Vince Wilson, who played a variety of positions with catcher being his most regular, said the tournament was a great experience that transformed the way he thought about the sport.

“That whole week just gave me a different mindset about baseball,” Vince Wilson said. “It was a lot tougher and the tournament showed me not to be so negative in the batter’s box. The tournament made me better in a lot of ways like the batter’s box, the field and really my mind.”

The week-long tournament also gave him a chance to make new friends and memories with his teammates.

“It was a lot of fun,” he said. “I got to meet a lot of new people and make a lot of new friends.”

Vince Wilson said the highlight of the week for him was when he ripped an inside pitch along the base line for a triple. That moment was a big one, he said, because of the energy it created in the dugout.

As a catcher, Vince Wilson prides himself on keeping runners from stealing the bases. He said the tournament did not feature many players willing to steal.

“All the catchers were pretty good, so no one really wanted to steal because they would get thrown out pretty quickly,” he said. “Unless you had a speed demon.”

The Wright family embarked on their journey earlier this week and Mike Wright said he was proud that his son was able to make the team and play at a higher level.

“I’m pretty excited,” he said. “Baseball is his love, and he does really well, and I’m just really proud of him.”

Finding out he made the team was an exciting event for the family. They were on the interstate to get cleats at a sporting goods store for the season when Mike Wright read the confirmation email.

“There were some high-fives,” he said with a laugh.

Nic Wilson said his family, too, was excited, but almost missed the opportunity to confirm that his son wanted to join the team.

Nic and Alisha Wilson were on a vacation in Jamaica when an email was sent to Nic. Nic was not really looking for the email and didn’t check it much while on vacation. He then received a call from a number he didn’t recognize and let it go to voicemail.

“It took a second for it to register that he actually made the team,” he said. “I couldn’t believe it and it was really cool. I was really proud of him.”

Nic Wilson said the competition was the best his son has faced over the course of the years.

“There are no weak teams and these were the hardest games he’s ever played,” he said. “You saw kids there that you don’t normally see here because they’re from California, Texas, Florida and I was talking to one parent where their kid had already played 100 games this year and that’s just something that was interesting to see there.”

Another interesting aspect for Nic Wilson was the fact the team was assembled without any of the players or coaches knowing each other.

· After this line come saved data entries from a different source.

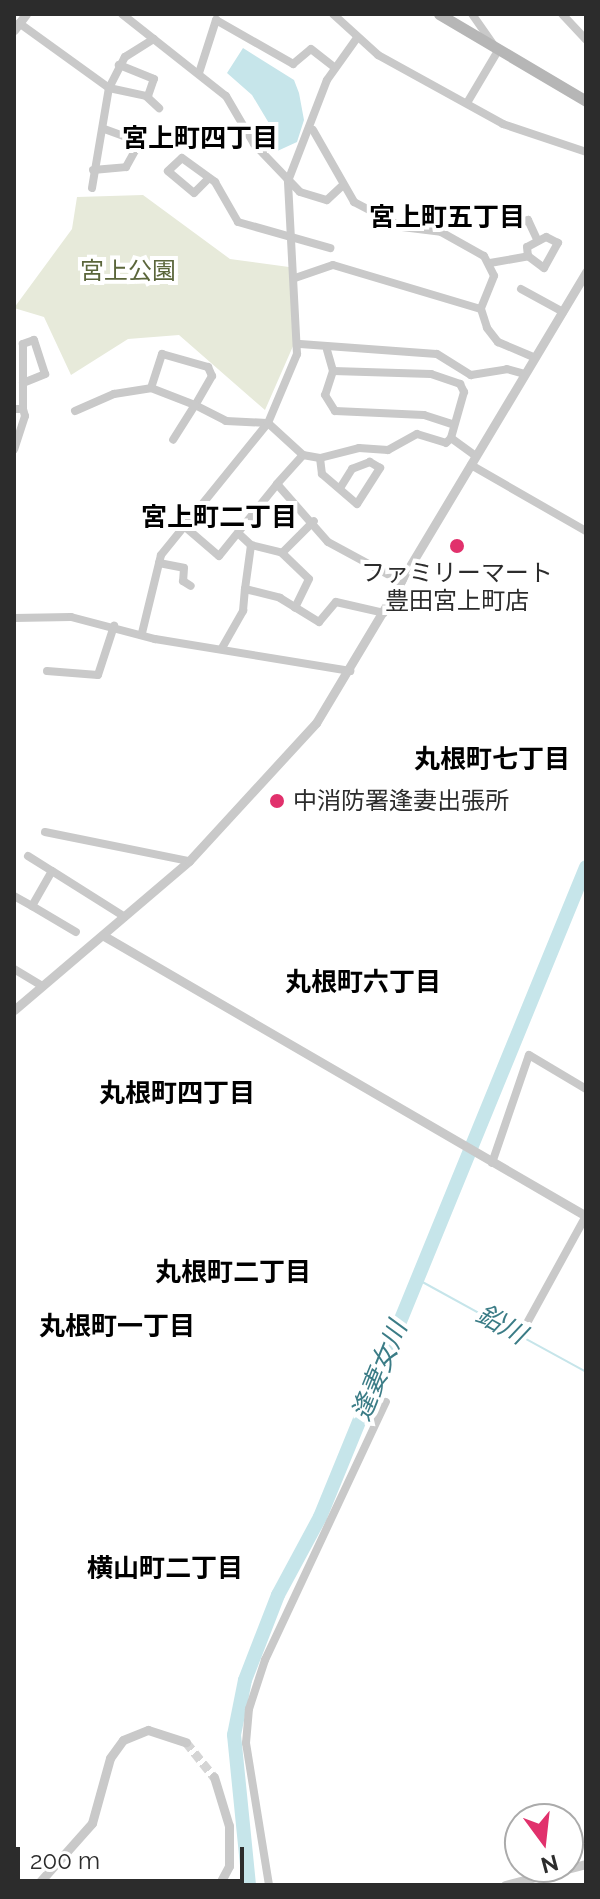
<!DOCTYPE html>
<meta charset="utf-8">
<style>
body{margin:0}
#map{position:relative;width:600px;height:1899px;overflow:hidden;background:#fff;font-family:Raleway,"Noto Sans JP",sans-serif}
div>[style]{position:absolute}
.green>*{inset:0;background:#e7eada}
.water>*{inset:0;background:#c6e5ea}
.stream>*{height:2px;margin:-1px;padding:0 1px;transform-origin:1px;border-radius:1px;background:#c6e5ea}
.river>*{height:14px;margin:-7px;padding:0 7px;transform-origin:7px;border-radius:7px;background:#c6e5ea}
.tertiary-tunnel>*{height:9px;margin-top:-4.5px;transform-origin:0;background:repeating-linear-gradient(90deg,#d5d5d5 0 9px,transparent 0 13.5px)}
.minor>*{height:8px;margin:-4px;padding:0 4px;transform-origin:4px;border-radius:4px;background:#c9c9c9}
.tertiary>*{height:9px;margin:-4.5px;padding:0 4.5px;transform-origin:4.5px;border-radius:4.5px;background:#c9c9c9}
.secondary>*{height:11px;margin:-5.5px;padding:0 5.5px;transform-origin:5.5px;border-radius:5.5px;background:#b6b6b6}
.dots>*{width:22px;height:22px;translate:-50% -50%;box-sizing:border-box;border:4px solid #fff;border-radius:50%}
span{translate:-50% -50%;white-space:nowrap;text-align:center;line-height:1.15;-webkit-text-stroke:8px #fff;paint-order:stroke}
.park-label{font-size:24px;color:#5b663b}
.poi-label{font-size:24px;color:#2c2c2c}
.left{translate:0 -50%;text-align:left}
.neighbourhood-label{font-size:26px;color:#000;font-weight:700}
.water-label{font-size:26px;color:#3b7c86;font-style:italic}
.frame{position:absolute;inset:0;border:16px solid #2c2c2c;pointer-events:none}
.north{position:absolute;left:504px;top:1803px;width:80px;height:80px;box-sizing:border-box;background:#fff;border:2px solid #ababab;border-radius:50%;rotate:165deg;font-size:22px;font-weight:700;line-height:32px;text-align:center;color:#2c2c2c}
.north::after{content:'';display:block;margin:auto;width:28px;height:36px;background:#e1316c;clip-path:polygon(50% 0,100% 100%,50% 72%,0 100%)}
.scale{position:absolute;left:16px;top:1847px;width:228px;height:36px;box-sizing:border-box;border:4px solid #2c2c2c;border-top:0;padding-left:10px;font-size:24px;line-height:28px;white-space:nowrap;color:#2c2c2c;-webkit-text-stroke:6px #fff;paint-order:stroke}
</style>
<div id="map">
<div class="green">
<div style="clip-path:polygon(143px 195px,230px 259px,289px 267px,297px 337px,265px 410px,179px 335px,128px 339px,71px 375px,44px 317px,14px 308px,72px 229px,77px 197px)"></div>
</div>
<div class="water">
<div style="clip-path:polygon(243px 48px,294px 80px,299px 93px,304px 120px,297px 142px,273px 153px,264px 142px,276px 135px,252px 95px,227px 73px)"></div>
</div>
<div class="stream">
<div style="left:417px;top:1279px;width:193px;rotate:28.8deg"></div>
</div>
<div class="river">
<div style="left:249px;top:1885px;width:151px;rotate:-95.7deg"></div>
<div style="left:234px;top:1735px;width:56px;rotate:-78.7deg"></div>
<div style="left:245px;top:1680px;width:91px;rotate:-68.8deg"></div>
<div style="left:278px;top:1595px;width:89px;rotate:-61.7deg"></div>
<div style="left:320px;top:1517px;width:702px;rotate:-67.74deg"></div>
</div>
<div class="tertiary-tunnel">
<div style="left:186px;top:1742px;width:45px;rotate:51.3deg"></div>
</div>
<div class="minor">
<div style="left:122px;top:14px;width:132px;rotate:38.3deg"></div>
<div style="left:226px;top:96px;width:56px;rotate:59.7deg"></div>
<div style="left:254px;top:144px;width:66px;rotate:46.2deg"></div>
<div style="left:300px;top:192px;width:28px;rotate:17deg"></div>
<div style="left:327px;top:200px;width:19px;rotate:-43deg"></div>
<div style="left:333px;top:14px;width:61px;rotate:42.3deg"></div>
<div style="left:378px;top:55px;width:143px;rotate:28.9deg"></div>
<div style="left:503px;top:124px;width:88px;rotate:18.6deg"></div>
<div style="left:472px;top:14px;width:40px;rotate:55.1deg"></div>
<div style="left:562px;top:14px;width:35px;rotate:47deg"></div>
<div style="left:19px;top:23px;width:111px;rotate:35.8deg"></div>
<div style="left:109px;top:88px;width:35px;rotate:-63deg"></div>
<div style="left:125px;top:57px;width:34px;rotate:-32deg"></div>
<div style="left:199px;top:73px;width:56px;rotate:-72.2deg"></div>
<div style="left:216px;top:20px;width:89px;rotate:29.7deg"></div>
<div style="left:293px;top:64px;width:23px;rotate:-40deg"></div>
<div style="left:311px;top:49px;width:29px;rotate:38deg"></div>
<div style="left:146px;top:96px;width:18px;rotate:43deg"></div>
<div style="left:467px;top:103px;width:63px;rotate:-59.3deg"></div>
<div style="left:313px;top:130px;width:83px;rotate:60.3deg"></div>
<div style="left:354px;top:202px;width:54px;rotate:27.5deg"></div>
<div style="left:402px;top:227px;width:39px;rotate:7deg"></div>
<div style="left:441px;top:232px;width:49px;rotate:29.2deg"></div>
<div style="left:484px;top:256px;width:22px;rotate:63deg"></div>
<div style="left:494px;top:276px;width:35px;rotate:112deg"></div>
<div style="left:481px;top:309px;width:20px;rotate:72deg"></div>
<div style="left:487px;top:328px;width:18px;rotate:52deg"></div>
<div style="left:498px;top:342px;width:39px;rotate:23deg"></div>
<div style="left:93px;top:170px;width:33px;rotate:-5deg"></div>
<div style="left:126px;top:167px;width:29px;rotate:-61deg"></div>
<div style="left:140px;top:142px;width:38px;rotate:-160deg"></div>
<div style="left:209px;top:178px;width:21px;rotate:135deg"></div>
<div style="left:194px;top:193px;width:34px;rotate:-140deg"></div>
<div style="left:168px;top:171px;width:19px;rotate:-43deg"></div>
<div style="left:182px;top:158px;width:41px;rotate:36deg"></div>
<div style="left:215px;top:182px;width:46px;rotate:60.1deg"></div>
<div style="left:238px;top:222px;width:96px;rotate:15.8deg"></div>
<div style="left:92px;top:188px;width:101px;rotate:-80.4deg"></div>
<div style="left:109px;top:88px;width:40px;rotate:12deg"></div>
<div style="left:148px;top:96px;width:18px;rotate:-71deg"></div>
<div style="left:154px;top:79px;width:38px;rotate:-158deg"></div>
<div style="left:515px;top:225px;width:14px;rotate:-21deg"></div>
<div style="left:528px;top:220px;width:23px;rotate:65deg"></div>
<div style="left:490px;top:263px;width:39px;rotate:-10deg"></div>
<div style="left:528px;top:256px;width:20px;rotate:37deg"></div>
<div style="left:544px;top:268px;width:29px;rotate:-61deg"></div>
<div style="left:558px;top:243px;width:13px;rotate:-153deg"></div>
<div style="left:546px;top:237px;width:21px;rotate:152deg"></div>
<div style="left:527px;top:247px;width:9px;rotate:84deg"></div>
<div style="left:295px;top:278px;width:40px;rotate:-18.9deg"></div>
<div style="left:333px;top:265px;width:154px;rotate:16.6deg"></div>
<div style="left:521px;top:289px;width:48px;rotate:28.7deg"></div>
<div style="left:300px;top:344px;width:137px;rotate:4.2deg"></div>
<div style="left:437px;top:354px;width:40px;rotate:32deg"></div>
<div style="left:471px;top:375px;width:36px;rotate:-9deg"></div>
<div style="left:507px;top:369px;width:18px;rotate:16deg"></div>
<div style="left:327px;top:350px;width:22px;rotate:74deg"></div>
<div style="left:333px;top:371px;width:25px;rotate:108deg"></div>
<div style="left:325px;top:395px;width:19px;rotate:58deg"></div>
<div style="left:335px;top:411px;width:89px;rotate:2.6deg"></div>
<div style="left:424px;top:415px;width:28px;rotate:18deg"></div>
<div style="left:333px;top:371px;width:98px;rotate:1.8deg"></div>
<div style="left:431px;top:374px;width:31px;rotate:19deg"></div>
<div style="left:460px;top:384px;width:9px;rotate:63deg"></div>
<div style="left:464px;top:392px;width:48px;rotate:105.8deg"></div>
<div style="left:451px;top:438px;width:31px;rotate:36deg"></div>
<div style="left:23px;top:383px;width:24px;rotate:-22deg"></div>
<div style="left:45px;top:374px;width:36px;rotate:-108deg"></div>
<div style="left:34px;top:340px;width:12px;rotate:160deg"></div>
<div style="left:23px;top:344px;width:65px;rotate:90deg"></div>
<div style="left:151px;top:388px;width:36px;rotate:-72deg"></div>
<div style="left:162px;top:354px;width:48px;rotate:15.8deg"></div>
<div style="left:208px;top:367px;width:10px;rotate:66deg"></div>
<div style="left:212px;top:376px;width:34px;rotate:120deg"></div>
<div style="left:195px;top:405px;width:35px;rotate:27deg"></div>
<div style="left:226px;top:421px;width:41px;rotate:2.8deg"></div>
<div style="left:14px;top:409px;width:9px"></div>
<div style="left:23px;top:409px;width:7px;rotate:74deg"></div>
<div style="left:25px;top:416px;width:35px;rotate:108deg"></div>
<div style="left:75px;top:411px;width:43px;rotate:-23.6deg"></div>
<div style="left:114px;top:394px;width:37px;rotate:-9deg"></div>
<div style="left:151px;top:388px;width:47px;rotate:21.1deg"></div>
<div style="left:195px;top:405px;width:41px;rotate:122.2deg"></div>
<div style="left:268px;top:423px;width:47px;rotate:42.4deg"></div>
<div style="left:303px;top:455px;width:39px;rotate:132deg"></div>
<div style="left:277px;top:484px;width:77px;rotate:48.7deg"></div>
<div style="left:328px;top:542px;width:84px;rotate:28.4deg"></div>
<div style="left:303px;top:455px;width:17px;rotate:10deg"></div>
<div style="left:320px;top:458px;width:16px;rotate:83deg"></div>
<div style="left:322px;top:474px;width:46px;rotate:40.6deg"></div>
<div style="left:357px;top:504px;width:43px;rotate:-57.4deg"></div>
<div style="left:380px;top:468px;width:12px;rotate:-149deg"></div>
<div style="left:370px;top:462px;width:19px;rotate:159deg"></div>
<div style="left:352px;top:469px;width:22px;rotate:122deg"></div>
<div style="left:320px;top:458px;width:40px;rotate:-14.4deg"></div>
<div style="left:359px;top:448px;width:29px;rotate:4deg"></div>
<div style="left:388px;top:450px;width:33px;rotate:-29deg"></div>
<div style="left:417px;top:434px;width:30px;rotate:17deg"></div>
<div style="left:446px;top:443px;width:7px;rotate:-45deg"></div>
<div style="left:471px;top:465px;width:133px;rotate:29.9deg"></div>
<div style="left:184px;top:526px;width:46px;rotate:40.6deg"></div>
<div style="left:219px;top:556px;width:92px;rotate:-51.1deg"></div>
<div style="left:238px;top:533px;width:18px;rotate:43deg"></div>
<div style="left:251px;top:545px;width:32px;rotate:14deg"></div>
<div style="left:282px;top:553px;width:45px;rotate:-45deg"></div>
<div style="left:282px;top:553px;width:37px;rotate:44deg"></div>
<div style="left:309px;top:579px;width:32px;rotate:116deg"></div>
<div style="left:159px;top:563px;width:25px;rotate:11deg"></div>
<div style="left:184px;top:568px;width:13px;rotate:94deg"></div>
<div style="left:183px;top:581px;width:9px;rotate:32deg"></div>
<div style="left:245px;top:589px;width:44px;rotate:-82.2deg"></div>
<div style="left:14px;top:618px;width:57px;rotate:-1deg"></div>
<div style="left:71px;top:617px;width:87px;rotate:14.7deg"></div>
<div style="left:155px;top:639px;width:198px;rotate:9.3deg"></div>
<div style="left:142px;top:633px;width:80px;rotate:-76.3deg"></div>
<div style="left:161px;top:555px;width:170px;rotate:-51deg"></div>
<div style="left:268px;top:423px;width:75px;rotate:-67.2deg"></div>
<div style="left:297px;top:354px;width:173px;rotate:-93deg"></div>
<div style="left:288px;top:181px;width:108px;rotate:-68.9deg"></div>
<div style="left:327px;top:80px;width:52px;rotate:-54.5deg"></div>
<div style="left:222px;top:648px;width:43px;rotate:-60.4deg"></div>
<div style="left:243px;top:611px;width:22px;rotate:-85deg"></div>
<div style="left:245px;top:589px;width:36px;rotate:14deg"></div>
<div style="left:280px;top:598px;width:46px;rotate:31.6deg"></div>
<div style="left:319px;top:622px;width:26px;rotate:-50deg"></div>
<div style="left:336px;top:602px;width:49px;rotate:12.9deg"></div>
<div style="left:47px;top:671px;width:51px;rotate:4.5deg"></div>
<div style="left:98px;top:675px;width:52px;rotate:-71.9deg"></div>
<div style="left:45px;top:832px;width:147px;rotate:11.4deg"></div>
<div style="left:28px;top:856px;width:28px;rotate:32deg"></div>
<div style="left:14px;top:896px;width:21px;rotate:29deg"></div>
<div style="left:32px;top:906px;width:40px;rotate:-60.3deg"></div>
<div style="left:52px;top:871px;width:86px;rotate:32.2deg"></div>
<div style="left:32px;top:906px;width:51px;rotate:30.6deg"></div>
<div style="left:14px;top:969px;width:31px;rotate:31deg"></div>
<div style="left:492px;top:1163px;width:114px;rotate:-71.1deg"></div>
<div style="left:529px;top:1055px;width:66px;rotate:30.8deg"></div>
<div style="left:521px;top:1334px;width:135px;rotate:-61.2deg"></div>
<div style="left:269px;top:1885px;width:144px;rotate:-99.2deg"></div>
<div style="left:246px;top:1743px;width:34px;rotate:-85deg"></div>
<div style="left:249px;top:1709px;width:52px;rotate:-71.9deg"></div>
<div style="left:265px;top:1660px;width:285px;rotate:-64.9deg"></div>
</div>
<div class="tertiary">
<div style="left:14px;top:30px;width:20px;rotate:-53deg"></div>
<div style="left:104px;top:936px;width:557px;rotate:30.15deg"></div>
<div style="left:14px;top:1010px;width:230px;rotate:-40.4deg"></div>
<div style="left:189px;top:861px;width:188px;rotate:-47.4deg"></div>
<div style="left:316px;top:723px;width:526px;rotate:-59.09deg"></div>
<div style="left:214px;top:1777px;width:51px;rotate:73deg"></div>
<div style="left:229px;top:1826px;width:40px;rotate:90deg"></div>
<div style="left:229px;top:1866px;width:21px;rotate:118deg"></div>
<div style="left:37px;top:1885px;width:83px;rotate:-48.4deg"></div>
<div style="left:92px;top:1823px;width:67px;rotate:-74.5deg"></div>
<div style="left:110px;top:1758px;width:22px;rotate:-54deg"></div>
<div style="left:123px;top:1740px;width:27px;rotate:-22deg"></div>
<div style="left:148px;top:1730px;width:40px;rotate:18deg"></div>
<div style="left:505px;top:1885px;width:84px;rotate:-14.5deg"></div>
</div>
<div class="secondary">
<div style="left:439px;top:14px;width:171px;rotate:30.6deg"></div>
</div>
<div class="dots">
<div style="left:457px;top:546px;background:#e1316c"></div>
<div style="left:277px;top:801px;background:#e1316c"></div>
</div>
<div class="park-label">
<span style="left:128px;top:271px">宮上公園</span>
</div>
<div class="poi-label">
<span style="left:457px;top:587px">ファミリーマート<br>豊田宮上町店</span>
<span class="left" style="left:293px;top:801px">中消防署逢妻出張所</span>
</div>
<div class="neighbourhood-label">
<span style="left:200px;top:139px">宮上町四丁目</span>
<span style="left:447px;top:218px">宮上町五丁目</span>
<span style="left:219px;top:518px">宮上町二丁目</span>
<span style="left:492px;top:760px">丸根町七丁目</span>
<span style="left:363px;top:983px">丸根町六丁目</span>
<span style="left:177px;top:1094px">丸根町四丁目</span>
<span style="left:233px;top:1273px">丸根町二丁目</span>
<span style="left:117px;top:1327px">丸根町一丁目</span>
<span style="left:165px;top:1569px">横山町二丁目</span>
</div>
<div class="water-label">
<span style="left:501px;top:1325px;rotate:29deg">鉛川</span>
<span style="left:380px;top:1371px;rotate:-68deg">逢妻女川</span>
</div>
<div class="frame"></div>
<div class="north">N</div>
<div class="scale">200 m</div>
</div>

“They’re all in the same boat where they don’t know each other, but have to go out there and play together,” he said. “But they all had something in common, the love for the game of baseball and they’re good at it.”

Nic Wilson said he is glad that his son was able to experience the tournament because he feels the sport of baseball prepares him for life.

“A lot of people think about just the game, but the game really prepares you to be a great, strong person,” he said. “If you do things right and work hard, you will get good results.”